Lo que a nosotros nos importa es que a partir de estas cadenas de valores asociados se construyó, y no sólo en China, un imaginario de lo nocturno en el que lo lógico, lo biológico y lo cultural se confunden con frecuencia. Las cadenas de valores que se asociaron a lo nocturno y a lo diurno variaron o se repitieron en cada civilización, fueron explicitadas o bien formaron parte de forma inconsciente de la sensibilidad colectiva. En cualquier caso fueron determinantes a la hora de construir una cultura en torno los conceptos opuestos del día y la noche: cada uno con sus mitos y sus dioses, sus usos y costumbres, sus supersticiones y sus leyendas; configurando de esta forma una cosmogonía dual.

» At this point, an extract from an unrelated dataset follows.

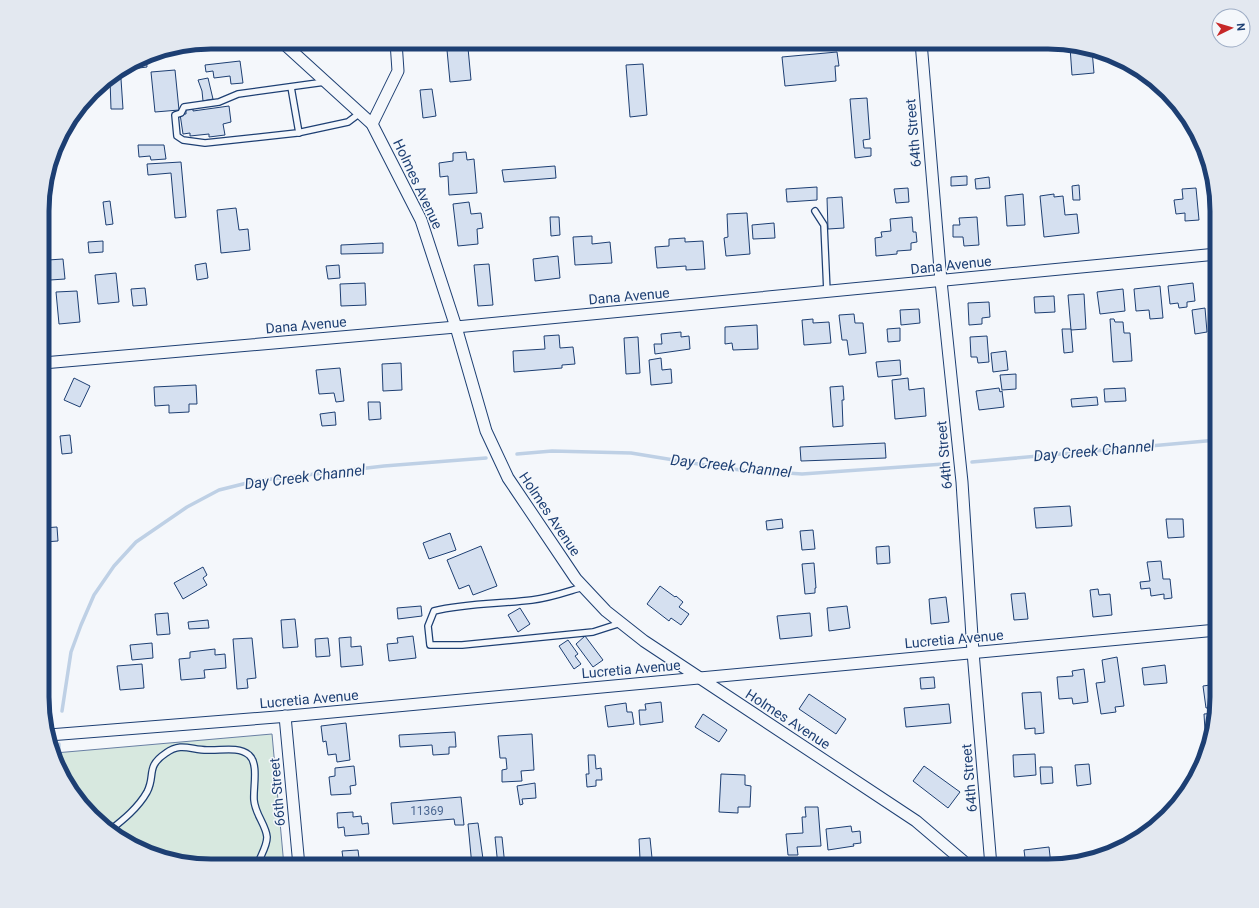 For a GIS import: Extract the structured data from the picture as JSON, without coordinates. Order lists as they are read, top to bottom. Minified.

Esta forma de pensamiento, debió conectar a la perfección con el esquema del que el hombre se sirve para ordenar el mundo, pues este imaginario polar trascendió los márgenes culturales hasta el punto de que podríamos hablar, sin riesgo a exagerar, de un fenómeno universal. Basta una somera exploración a través de las civilizaciones por los conceptos asociados al ciclo del día y de la noche para descubrir ciertas analogías recurrentes: frente a una idea del día como un espacio masculino dominado monolíticamente por la luz de la razón y de la justicia se le opondrá la noche como un universo fluido, espacio del instinto y de lo femenino, morada del maligno...

La simple enumeración de las cualidades nocturnas emana el inconfundible aroma del misterio, la sensualidad y la aventura, y resulta toda una incitación para seguir adelante en nuestro viaje.